Begin by identifying the pattern, noticing the colour of the candlesticks, their close levels, and their relative heights. Once the pattern is confirmed, here’s how to trade the pattern:

Step 1: Confirm the Signal

Technical indicators can generate false signals. Therefore, confirming a signal is essential before taking a position. To confirm a bullish reversal, you can use the RSI+MACD combination. You can also use On-Balance Volume to ensure that trading volume is sufficient to mean that the bulls are indeed strong.

If the third candlestick is smaller than the first two, it might not be a reversal. Remaining cautious is important.

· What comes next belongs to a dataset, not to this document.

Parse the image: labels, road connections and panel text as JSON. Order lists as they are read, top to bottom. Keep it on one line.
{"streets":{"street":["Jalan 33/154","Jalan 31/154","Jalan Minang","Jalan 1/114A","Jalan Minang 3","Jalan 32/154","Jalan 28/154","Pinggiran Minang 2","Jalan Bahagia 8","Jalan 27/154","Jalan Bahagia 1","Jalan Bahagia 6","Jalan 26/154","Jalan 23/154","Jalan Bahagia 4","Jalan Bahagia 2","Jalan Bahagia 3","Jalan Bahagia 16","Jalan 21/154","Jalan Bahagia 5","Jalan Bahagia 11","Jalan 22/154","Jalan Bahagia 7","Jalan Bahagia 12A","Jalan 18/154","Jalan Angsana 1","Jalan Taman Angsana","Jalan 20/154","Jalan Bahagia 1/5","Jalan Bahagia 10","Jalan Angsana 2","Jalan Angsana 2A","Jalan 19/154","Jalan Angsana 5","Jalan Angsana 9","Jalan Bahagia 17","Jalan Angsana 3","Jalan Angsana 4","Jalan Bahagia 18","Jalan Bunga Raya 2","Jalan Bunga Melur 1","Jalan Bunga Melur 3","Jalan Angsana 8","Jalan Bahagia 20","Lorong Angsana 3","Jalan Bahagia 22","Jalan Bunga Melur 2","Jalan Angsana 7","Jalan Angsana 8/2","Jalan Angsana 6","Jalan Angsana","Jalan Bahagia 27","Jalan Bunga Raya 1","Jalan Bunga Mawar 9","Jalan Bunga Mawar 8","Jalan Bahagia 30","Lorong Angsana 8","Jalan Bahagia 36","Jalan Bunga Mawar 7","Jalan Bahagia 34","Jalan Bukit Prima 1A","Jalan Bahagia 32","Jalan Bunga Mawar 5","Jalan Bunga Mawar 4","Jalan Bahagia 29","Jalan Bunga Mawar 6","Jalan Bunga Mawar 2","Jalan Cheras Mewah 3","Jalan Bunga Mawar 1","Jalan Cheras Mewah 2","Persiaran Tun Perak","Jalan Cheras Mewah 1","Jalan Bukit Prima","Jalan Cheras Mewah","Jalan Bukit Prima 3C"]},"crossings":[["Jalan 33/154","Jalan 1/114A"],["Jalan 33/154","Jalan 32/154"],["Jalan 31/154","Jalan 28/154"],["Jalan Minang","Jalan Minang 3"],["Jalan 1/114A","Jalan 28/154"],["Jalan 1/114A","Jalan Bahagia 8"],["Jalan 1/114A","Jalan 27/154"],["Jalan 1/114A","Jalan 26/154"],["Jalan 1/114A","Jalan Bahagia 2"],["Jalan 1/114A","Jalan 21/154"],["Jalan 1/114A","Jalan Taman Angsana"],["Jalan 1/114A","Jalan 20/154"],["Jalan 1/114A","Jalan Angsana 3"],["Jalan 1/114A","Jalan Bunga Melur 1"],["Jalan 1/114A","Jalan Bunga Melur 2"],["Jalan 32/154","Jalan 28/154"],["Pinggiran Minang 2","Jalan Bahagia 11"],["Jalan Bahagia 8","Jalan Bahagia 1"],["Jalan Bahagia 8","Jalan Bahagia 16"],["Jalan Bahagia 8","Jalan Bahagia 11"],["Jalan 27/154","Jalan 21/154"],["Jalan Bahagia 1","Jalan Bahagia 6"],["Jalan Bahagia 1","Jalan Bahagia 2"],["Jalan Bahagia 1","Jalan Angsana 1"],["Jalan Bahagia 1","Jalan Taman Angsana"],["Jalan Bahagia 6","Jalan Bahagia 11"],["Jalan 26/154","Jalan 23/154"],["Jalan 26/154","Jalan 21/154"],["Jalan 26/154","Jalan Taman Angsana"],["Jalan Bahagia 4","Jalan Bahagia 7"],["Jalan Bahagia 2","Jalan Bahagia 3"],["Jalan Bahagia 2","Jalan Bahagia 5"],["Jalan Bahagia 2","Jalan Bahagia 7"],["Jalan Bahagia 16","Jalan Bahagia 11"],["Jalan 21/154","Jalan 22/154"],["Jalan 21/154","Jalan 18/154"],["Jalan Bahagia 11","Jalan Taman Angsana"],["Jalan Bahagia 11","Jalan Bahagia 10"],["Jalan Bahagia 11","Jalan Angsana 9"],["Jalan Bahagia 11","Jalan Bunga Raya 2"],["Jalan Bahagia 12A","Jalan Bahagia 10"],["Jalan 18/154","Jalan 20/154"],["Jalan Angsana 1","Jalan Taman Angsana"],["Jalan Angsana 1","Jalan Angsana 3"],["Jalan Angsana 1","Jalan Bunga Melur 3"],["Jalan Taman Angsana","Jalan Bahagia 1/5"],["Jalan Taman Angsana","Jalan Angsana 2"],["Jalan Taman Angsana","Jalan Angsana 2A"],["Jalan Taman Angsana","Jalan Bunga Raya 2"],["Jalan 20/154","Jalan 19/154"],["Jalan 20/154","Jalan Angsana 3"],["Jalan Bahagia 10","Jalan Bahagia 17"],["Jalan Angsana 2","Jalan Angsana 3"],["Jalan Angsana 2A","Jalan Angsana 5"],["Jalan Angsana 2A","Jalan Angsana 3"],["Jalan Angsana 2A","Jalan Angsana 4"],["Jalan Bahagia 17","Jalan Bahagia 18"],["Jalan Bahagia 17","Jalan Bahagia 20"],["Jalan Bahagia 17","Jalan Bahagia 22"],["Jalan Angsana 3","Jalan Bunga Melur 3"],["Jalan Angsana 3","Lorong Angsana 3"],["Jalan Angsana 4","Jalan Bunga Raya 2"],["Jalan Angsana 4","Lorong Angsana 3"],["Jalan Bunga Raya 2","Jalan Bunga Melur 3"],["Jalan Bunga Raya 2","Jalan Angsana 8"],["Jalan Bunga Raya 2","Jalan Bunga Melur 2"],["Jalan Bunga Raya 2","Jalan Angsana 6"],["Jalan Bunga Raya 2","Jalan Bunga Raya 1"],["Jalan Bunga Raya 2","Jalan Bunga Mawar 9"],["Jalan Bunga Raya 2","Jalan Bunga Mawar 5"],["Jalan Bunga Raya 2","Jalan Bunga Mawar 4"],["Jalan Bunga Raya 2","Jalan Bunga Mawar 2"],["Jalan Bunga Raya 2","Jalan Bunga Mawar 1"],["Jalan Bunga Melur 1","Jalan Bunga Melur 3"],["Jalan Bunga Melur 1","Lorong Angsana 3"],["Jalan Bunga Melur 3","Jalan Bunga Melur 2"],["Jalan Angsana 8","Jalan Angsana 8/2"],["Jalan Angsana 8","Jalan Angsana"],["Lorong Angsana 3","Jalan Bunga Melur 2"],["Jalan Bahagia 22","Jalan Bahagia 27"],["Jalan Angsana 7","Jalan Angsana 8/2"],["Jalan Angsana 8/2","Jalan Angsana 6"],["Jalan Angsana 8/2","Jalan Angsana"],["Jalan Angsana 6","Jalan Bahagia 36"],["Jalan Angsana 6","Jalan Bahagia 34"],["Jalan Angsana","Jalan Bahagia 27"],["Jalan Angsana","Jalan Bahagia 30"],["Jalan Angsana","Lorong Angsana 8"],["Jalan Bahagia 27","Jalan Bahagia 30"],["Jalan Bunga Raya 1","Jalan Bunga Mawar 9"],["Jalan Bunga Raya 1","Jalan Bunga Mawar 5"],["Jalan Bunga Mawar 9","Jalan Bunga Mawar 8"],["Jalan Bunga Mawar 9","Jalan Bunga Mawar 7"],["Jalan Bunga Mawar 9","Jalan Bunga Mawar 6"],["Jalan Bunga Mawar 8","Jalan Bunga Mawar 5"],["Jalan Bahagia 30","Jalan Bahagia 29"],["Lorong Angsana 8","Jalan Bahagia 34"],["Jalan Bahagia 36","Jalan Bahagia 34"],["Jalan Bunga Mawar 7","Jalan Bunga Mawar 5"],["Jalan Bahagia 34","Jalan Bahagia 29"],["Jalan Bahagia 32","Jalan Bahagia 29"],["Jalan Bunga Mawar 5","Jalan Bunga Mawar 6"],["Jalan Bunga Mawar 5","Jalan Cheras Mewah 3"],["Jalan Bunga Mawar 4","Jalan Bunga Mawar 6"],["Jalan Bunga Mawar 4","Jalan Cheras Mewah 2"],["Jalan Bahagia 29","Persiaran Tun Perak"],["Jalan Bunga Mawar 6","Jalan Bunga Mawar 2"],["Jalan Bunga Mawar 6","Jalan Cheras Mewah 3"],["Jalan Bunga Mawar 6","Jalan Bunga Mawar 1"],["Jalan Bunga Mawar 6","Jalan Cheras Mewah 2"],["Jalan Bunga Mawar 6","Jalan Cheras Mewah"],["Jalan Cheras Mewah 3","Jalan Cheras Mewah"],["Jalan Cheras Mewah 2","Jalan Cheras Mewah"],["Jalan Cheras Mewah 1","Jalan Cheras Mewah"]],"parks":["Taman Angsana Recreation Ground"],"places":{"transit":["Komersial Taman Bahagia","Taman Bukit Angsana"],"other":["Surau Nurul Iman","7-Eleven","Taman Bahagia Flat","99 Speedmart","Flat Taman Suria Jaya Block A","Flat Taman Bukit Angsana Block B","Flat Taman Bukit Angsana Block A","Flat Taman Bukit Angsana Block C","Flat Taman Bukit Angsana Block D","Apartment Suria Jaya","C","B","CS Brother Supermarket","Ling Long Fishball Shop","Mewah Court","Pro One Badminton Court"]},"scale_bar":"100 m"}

Step 2: Determine Entry Points

For an aggressive approach, you could choose an early entry point at the close of the third candlestick. A more cautious approach considers resistance at a Fibonacci level, and traders tend to enter when the price breaks above this.

Step 3: Risk Management

Setting a stop-loss helps manage the risk of a reversal or pullback. Traders often set stop-loss levels just below the recent swing low or a key support, using Fibonacci levels. Consider using trailing stops to gain more control as the trend progresses. You could use the new resistance level or your profit target.


Step 4: Monitor the Trade

The markets can pivot at any time. Despite risk management measures, monitoring your positions is necessary. This could help you take partial profits or rethink the stop-loss.

Summary

  • The three white soldiers is a multi-candlestick pattern.
  • It signals a potential bullish reversal after a sustained downtrend.
  • The pattern is more reliable when it forms near a key support level with high volume.
  • It offers clear entry and exit guidance but may give false signals in low-volume conditions.
  • A Doji, inverted hammer or bullish engulfing, often appears before the pattern, hinting at a potential reversal.
  • Traders can confirm the signal using RSI, MACD, or OBV, and set stop losses below the recent support level.

Frequently Asked Questions

1. What is the Three White Soldiers pattern? It is a three-candlestick bullish reversal pattern that appears after a downtrend, indicating that buyers are gaining control of the market.

2. When is the pattern most reliable? It is most reliable when it forms after a sustained downtrend, near a key support level, and is supported by strong trading volume.

3. How do traders confirm the pattern? Traders use indicators like RSI, MACD, and On-Balance Volume (OBV) to confirm momentum and validate the reversal signal.

4. What are the risks of trading this pattern? It can give false signals in low-volume markets or when it appears during an uptrend, where it may indicate exhaustion rather than continuation.


Disclaimer:

All information is provided for general informational purposes only and does not constitute investment advice or a recommendation. It does not consider your individual financial situation or objectives. You should seek independent financial advice before making any investment decisions.

While efforts are made to ensure accuracy, no guarantee is given regarding completeness or reliability, and information may change without notice. Past performance is not indicative of future results. Blackwell Global accepts no liability for any losses arising from reliance on this information.